Saved data entries:
------------------------------------

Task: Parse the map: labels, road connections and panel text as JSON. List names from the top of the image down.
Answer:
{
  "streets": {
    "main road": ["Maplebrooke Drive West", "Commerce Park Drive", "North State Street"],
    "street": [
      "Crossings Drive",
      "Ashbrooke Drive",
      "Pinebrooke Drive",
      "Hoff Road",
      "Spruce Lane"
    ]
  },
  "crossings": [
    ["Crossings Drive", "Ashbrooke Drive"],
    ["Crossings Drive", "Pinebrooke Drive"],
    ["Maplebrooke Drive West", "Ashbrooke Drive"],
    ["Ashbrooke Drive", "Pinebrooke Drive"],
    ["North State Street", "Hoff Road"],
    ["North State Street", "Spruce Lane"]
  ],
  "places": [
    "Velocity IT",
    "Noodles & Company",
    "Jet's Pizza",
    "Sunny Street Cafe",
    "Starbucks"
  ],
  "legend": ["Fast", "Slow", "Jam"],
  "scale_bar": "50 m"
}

------------------------------------

- _Work instructions_
Reproduce every record, making sure each one stays exactly the same.

- _Answer space_
Task: Parse the map: labels, road connections and panel text as JSON. List names from the top of the image down.
Answer:
{
  "streets": {
    "main road": ["Maplebrooke Drive West", "Commerce Park Drive", "North State Street"],
    "street": [
      "Crossings Drive",
      "Ashbrooke Drive",
      "Pinebrooke Drive",
      "Hoff Road",
      "Spruce Lane"
    ]
  },
  "crossings": [
    ["Crossings Drive", "Ashbrooke Drive"],
    ["Crossings Drive", "Pinebrooke Drive"],
    ["Maplebrooke Drive West", "Ashbrooke Drive"],
    ["Ashbrooke Drive", "Pinebrooke Drive"],
    ["North State Street", "Hoff Road"],
    ["North State Street", "Spruce Lane"]
  ],
  "places": [
    "Velocity IT",
    "Noodles & Company",
    "Jet's Pizza",
    "Sunny Street Cafe",
    "Starbucks"
  ],
  "legend": ["Fast", "Slow", "Jam"],
  "scale_bar": "50 m"
}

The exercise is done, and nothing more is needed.